(DATA EXCERPTS begins)
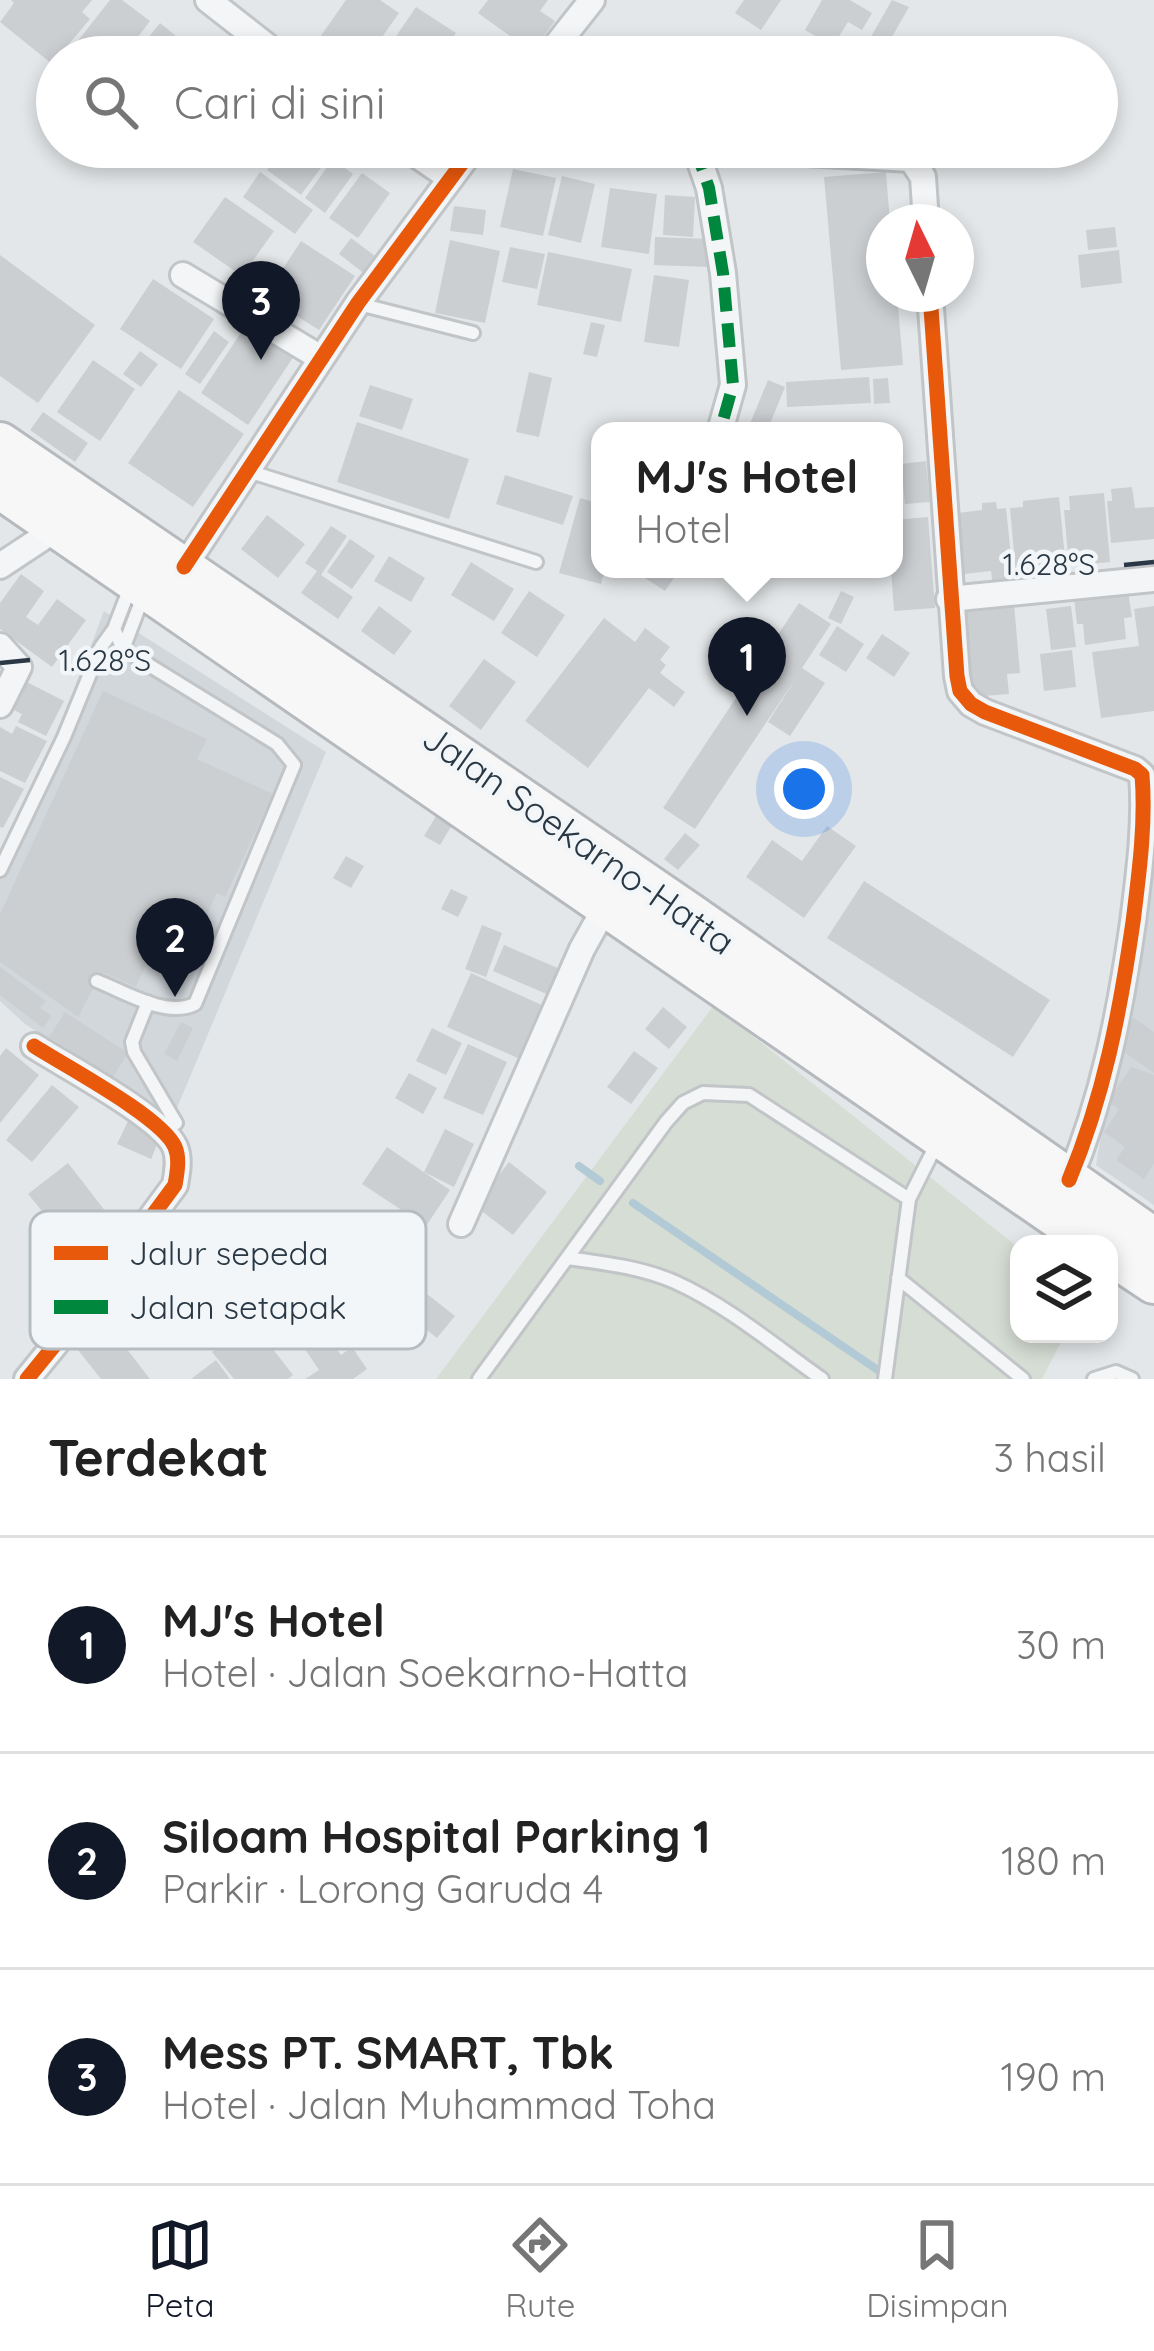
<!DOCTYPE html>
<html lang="id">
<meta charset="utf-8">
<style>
body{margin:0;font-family:Quicksand,sans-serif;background:#f2f2f2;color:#222}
.controls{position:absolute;right:36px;bottom:36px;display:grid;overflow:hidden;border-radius:24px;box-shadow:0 6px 18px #0003}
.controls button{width:108px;height:108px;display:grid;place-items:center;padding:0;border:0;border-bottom:3px solid #e0e0e0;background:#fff;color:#222;font:60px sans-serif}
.compass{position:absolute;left:866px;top:204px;width:108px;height:108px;border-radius:50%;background:#fff;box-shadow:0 6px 18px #0003;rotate:355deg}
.you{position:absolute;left:804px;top:789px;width:42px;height:42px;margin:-30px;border:9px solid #fff;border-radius:50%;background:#1a73e8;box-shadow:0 0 0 18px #1a73e833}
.badge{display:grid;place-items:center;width:78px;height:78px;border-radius:50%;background:#111827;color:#fff;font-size:39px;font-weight:700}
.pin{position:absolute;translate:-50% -99px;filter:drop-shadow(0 3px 6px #0008)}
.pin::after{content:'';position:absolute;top:63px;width:42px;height:36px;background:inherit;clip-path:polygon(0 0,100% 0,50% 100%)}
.popup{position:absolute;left:591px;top:422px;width:312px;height:156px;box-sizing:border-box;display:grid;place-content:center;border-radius:24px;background:#fff;filter:drop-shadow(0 3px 9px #0005);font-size:39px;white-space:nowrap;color:#767676}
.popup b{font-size:45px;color:#222}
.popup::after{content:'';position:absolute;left:50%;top:100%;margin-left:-24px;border:24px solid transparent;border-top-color:#fff}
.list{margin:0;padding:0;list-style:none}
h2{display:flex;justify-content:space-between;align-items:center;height:156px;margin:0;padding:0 48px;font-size:51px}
h2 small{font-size:39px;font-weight:400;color:#767676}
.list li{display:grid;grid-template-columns:78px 1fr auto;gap:36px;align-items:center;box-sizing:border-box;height:216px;padding:0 48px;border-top:3px solid #e0e0e0}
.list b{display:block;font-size:45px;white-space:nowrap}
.list p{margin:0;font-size:39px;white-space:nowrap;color:#767676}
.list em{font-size:39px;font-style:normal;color:#767676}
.icon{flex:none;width:66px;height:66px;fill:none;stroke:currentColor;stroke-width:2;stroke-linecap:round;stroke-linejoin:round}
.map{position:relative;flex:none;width:1154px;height:1379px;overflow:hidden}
.search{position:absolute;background:#fff;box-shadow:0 6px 18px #0003;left:36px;right:36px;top:36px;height:132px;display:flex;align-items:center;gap:30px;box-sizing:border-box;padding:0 42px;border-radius:66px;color:#767676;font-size:45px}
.sheet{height:804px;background:#fff}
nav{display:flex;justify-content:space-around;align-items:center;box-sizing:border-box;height:168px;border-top:3px solid #e0e0e0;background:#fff;font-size:33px;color:#767676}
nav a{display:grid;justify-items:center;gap:6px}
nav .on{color:#111827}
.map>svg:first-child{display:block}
.built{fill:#d2d7dc}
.green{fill:#d6ddd4}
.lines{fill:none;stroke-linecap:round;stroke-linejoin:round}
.stream{stroke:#b2cad5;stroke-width:8}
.building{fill:#cccfd2}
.service-casing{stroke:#c2c5c7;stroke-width:18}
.minor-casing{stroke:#c2c5c7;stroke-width:30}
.trunk-casing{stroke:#b6babe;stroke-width:48}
.service{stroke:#f3f5f6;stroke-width:12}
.minor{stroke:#f3f5f6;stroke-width:24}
.trunk{stroke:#f7f7f7;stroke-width:42}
.quiet{stroke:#00873e;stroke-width:12;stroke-dasharray:24 12;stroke-linecap:butt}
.cycleway-casing{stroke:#f2f6f8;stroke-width:22}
.cycleway{stroke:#e8590c;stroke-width:15}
.ticks{fill:none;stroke:#293844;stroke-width:4.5}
.labels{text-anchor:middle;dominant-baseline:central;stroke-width:9;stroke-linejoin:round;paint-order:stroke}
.street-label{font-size:36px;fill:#293844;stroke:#f2f6f8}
.key{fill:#f2f6f8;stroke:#b6bdc2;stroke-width:3}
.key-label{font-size:33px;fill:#293844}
.ticks-label{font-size:30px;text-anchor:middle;fill:#293844;stroke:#f2f6f8;stroke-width:9;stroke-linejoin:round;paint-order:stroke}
</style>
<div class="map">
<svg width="1154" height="1379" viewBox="0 0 1154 1379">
<rect width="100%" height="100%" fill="#e4e7e9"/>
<path class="built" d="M104,611L326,752L172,1120L25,1024L0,1001V851L43,772Z
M1154,815V1205L1096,1165Z"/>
<path class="green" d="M714,1005L1019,1248V1334H1065L1042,1379H436Z"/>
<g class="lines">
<path class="stream" d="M579,1166L600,1181
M633,1203L885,1375"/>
</g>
<path class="building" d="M11,0H92L82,12L90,19L52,64L0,22L14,3Z
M110,0H122L150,21L123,57H78L70,51Z
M346,0H380L399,13L368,57H334L315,44Z
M488,0H548L540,11L555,21L532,52L478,13Z
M744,0H781L761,30L735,13Z
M822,0H850L872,13L862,30L848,22L833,46L805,30Z
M892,0L909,7L885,49L869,40Z
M416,7L456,33L440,57H382Z
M160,23L191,48L184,57H133Z
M164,147H196L182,167L160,152Z
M284,147H336L301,195L267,170Z
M333,159L353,174L325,213L305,198Z
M513,169L556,178L543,236L500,227Z
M260,172L313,210L295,234L243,197Z
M886,172L890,222H884V294H897L903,365L841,370L824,177Z
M362,173L390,193L358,238L329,218Z
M562,176L595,184L581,243L548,235Z
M610,188L657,194L649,254L601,247Z
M665,195L695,197L693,237L663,235Z
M225,197L274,231L242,276L193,242Z
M454,206L486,210L483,235L450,231Z
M1115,227L1117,247L1088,250L1086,230Z
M655,237L710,239L709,267L654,265Z
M351,238L383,262L370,278L339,254Z
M450,240L500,251L485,323L435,313Z
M301,241L355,276L319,330L265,296Z
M510,247L545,254L537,289L502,282Z
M1119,250L1122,283L1081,288L1078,255Z
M548,252L632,269L621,322L537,305Z
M0,255L95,325L38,403L0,376Z
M654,275L689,280L679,347L644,342Z
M153,279L214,319L181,369L120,329Z
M591,322L605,325L597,357L583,354Z
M246,325L294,356L248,425L201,393Z
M214,331L229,342L200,384L185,374Z
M140,351L158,364L141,387L123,374Z
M93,360L135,389L100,441L57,412Z
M529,372L552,378L539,437L516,432Z
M869,377L871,403L787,407L786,382Z
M888,378L890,403L874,404L873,379Z
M768,380L785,387L767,431H747Z
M370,385L413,399L402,430L359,416Z
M179,390L244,434L193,507L128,463Z
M43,412L88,443L75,462L30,430Z
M357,422L469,459L449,519L337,482Z
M926,461L930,502L905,504L901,464Z
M505,475L573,496L563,525L496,504Z
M1132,487L1135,508L1154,507V539L1111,543L1107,501H1112L1111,489Z
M1104,493L1110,562L1069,566L1064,510H1070L1069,496Z
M1059,497L1065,557L1048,559L1050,572L1016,575L1010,508L1023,507V501Z
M580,498L600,504V569H605L601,584L559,573Z
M996,502L997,509L1006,508L1014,585L993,587L991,571L964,574L958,513L982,510V503Z
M267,515L305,544L278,578L241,549Z
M928,517L935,608L894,611L891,569H894V520Z
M331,526L347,536L321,575L353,597L338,619L301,593L317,571L305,563Z
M350,539L375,556L352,589L327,572Z
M389,556L425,578L411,602L374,581Z
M471,562L514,589L494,621L451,595Z
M631,569H680L665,591Z
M21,574L44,591L26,617L38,625L57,599L86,620L52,667L0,629V603Z
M529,591L565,615L537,657L501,633Z
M841,591L854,597L841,624L828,618Z
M1128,591L1132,617L1124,618L1126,639L1085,645L1083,624H1077L1074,598Z
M799,603L831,624L802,668L825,683L790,736L768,722L800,672L695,829L663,808Z
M1014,604L1020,673L1007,674L1009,694L972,697L964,608Z
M379,606L412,631L394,655L361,631Z
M1071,606L1076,647L1051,650L1046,609Z
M1154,606V711L1101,718L1092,652L1139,646L1134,609Z
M604,618L635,642L645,628L670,647L660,660L666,665L660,673L685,692L674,707L649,688L588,768L525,721Z
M837,626L864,644L846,672L819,655Z
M882,634L910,653L894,677L866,658Z
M1072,650L1076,687L1044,691L1040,654Z
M484,659L516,682L481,730L449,706Z
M19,678L64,701L46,736L18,722L22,714L4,705Z
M103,691L207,739L197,759L273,794L225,897L217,893L203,924L172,909L136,987L102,972L78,1017L0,962V914Z
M16,726L47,741L25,783L0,771V727L12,734Z
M0,777L24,789L3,828L0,827Z
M436,816L452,825L440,845L424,836Z
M827,826L856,846L804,918L746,877L772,840L802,861Z
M685,833L700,845L678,870L664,859Z
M346,856L364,866L351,888L333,878Z
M864,881L1050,1000L1013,1057L827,938Z
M451,889L468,897L458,917L441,909Z
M482,925L502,933L486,977L465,969Z
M504,945L560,969L549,995L493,971Z
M0,967L46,1001L40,1008L52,1016L43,1028L0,995Z
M471,973L544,1006L520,1059L447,1027Z
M663,1007L687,1027L669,1049L645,1029Z
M65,1012L128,1053L113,1077L49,1037Z
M1134,1018L1154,1032V1073L1114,1045Z
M181,1022L193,1028L177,1061L164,1054Z
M432,1028L462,1043L446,1075L416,1061Z
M468,1044L507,1062L483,1115L443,1098Z
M6,1048L39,1075L0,1123V1056Z
M634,1051L658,1068L631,1104L607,1087Z
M1131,1067L1154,1075V1164L1144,1179L1116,1160L1125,1147L1104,1132L1119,1109L1107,1102Z
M409,1073L437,1088L423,1114L395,1098Z
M52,1085L79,1107L32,1162L6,1140Z
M129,1119L162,1133L151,1159L117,1144Z
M445,1129L474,1144L454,1187L424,1172Z
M387,1147L450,1190L426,1226L362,1184Z
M509,1162L547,1192L513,1235L475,1206Z
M68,1163L106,1212L75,1236L63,1221L46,1234L33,1218L42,1211L28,1194Z
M217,1217L268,1286L250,1299L198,1231Z
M427,1294L455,1316L437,1338L409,1316Z
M251,1321L293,1375L288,1379H234L212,1352Z
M109,1326L150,1379H101L78,1350Z
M325,1332L341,1355L352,1347L367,1369L353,1379H305L319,1370L303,1346Z
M216,1360L230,1379H191Z"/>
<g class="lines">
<g class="service-casing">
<path id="service" d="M359,304L473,333
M248,471L536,562
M123,649L144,594
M0,870L64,737L101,647L114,629
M97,981C125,992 166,1018 195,1004L294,765L277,744L123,649L114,629L131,585
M148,1002L132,1042L134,1052L176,1123
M567,1258C603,1263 640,1267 675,1282C728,1306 775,1346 822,1379
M898,1278L1023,1379
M479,1379L666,1122L683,1103L703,1093L749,1095L909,1199
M885,1379L909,1199L933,1151
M1094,1379L1116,1372L1132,1379"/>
</g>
<g class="minor-casing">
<path id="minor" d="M208,0L281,57
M547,57L592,0
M405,147L449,177
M695,147L709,188L723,273L733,385L720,431
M703,147L911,159L923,177L926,222
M183,275L321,358
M930,294L957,676L960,691L971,704L985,712L1135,769L1142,775C1146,823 1139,874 1133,922C1120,1012 1104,1096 1069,1180
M0,566L59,527
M184,567L358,303L474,147
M949,599L1154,579
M0,646L19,667L0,705
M461,1224L582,949L606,906
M27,1379L76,1319L175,1185C177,1173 180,1159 175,1147C162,1117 65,1066 34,1046"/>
</g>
<g class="trunk-casing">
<path id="trunk" d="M0,444L690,915L1154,1240
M0,487L1097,1244
M1109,1252L1154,1282"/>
</g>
<use href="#service" class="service"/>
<use href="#minor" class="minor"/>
<use href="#trunk" class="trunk"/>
<path class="quiet" d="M695,147L709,188L723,273L733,385L720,431"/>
<g class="cycleway-casing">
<path id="cycleway" d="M930,294L957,676L960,691L971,704L985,712L1135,769L1142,775C1146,823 1139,874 1133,922C1120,1012 1104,1096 1069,1180
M184,567L358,303L474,147
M27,1379L76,1319L175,1185C177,1173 180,1159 175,1147C162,1117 65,1066 34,1046"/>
</g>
<use href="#cycleway" class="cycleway"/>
</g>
<path class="ticks" d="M1124,565L1154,562M0,663L30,660"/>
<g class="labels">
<g class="street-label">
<text transform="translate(579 839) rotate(35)">Jalan Soekarno-Hatta</text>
</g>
</g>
<rect x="30" y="1211" width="396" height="138" rx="18" class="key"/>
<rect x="54" y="1246" width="54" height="14" fill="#e8590c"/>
<rect x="54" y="1300" width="54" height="14" fill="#00873e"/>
<g class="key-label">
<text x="129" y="1265">Jalur sepeda</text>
<text x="129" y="1319">Jalan setapak</text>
</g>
<g class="ticks-label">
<text x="1049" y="575">1.628°S</text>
<text x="105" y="671">1.628°S</text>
</g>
</svg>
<div class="controls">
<button><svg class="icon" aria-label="layers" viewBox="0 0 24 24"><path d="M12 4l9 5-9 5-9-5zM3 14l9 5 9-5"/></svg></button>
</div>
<svg class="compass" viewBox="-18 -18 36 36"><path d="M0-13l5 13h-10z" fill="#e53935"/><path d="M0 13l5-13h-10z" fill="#767676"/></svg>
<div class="you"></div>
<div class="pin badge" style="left:747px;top:716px">1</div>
<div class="popup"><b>MJ's Hotel</b>Hotel</div>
<div class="pin badge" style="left:175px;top:997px">2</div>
<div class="pin badge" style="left:261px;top:360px">3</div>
<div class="search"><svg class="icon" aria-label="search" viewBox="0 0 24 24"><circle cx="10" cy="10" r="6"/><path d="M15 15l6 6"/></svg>Cari di sini</div>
</div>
<section class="sheet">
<h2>Terdekat<small>3 hasil</small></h2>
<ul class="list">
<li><span class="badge">1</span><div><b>MJ's Hotel</b><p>Hotel · Jalan Soekarno-Hatta</p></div><em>30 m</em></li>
<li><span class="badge">2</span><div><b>Siloam Hospital Parking 1</b><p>Parkir · Lorong Garuda 4</p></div><em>180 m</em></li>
<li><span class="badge">3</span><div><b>Mess PT. SMART, Tbk</b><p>Hotel · Jalan Muhammad Toha</p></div><em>190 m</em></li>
</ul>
</section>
<nav>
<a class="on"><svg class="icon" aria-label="map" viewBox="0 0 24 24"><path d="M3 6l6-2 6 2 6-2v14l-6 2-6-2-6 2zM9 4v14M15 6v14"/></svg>Peta</a>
<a><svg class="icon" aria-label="directions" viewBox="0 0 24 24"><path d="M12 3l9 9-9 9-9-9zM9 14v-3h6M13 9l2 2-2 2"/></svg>Rute</a>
<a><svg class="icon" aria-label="saved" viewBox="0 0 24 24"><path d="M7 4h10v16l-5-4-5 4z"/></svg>Disimpan</a>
</nav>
(DATA EXCERPTS ends)
#### DIRECTIONS FOR THIS TASK
Using the records above, copy every line that has the word "button" in it.

#### RESULT OF THE TASK
.controls button{width:108px;height:108px;display:grid;place-items:center;padding:0;border:0;border-bottom:3px solid #e0e0e0;background:#fff;color:#222;font:60px sans-serif}
<button><svg class="icon" aria-label="layers" viewBox="0 0 24 24"><path d="M12 4l9 5-9 5-9-5zM3 14l9 5 9-5"/></svg></button>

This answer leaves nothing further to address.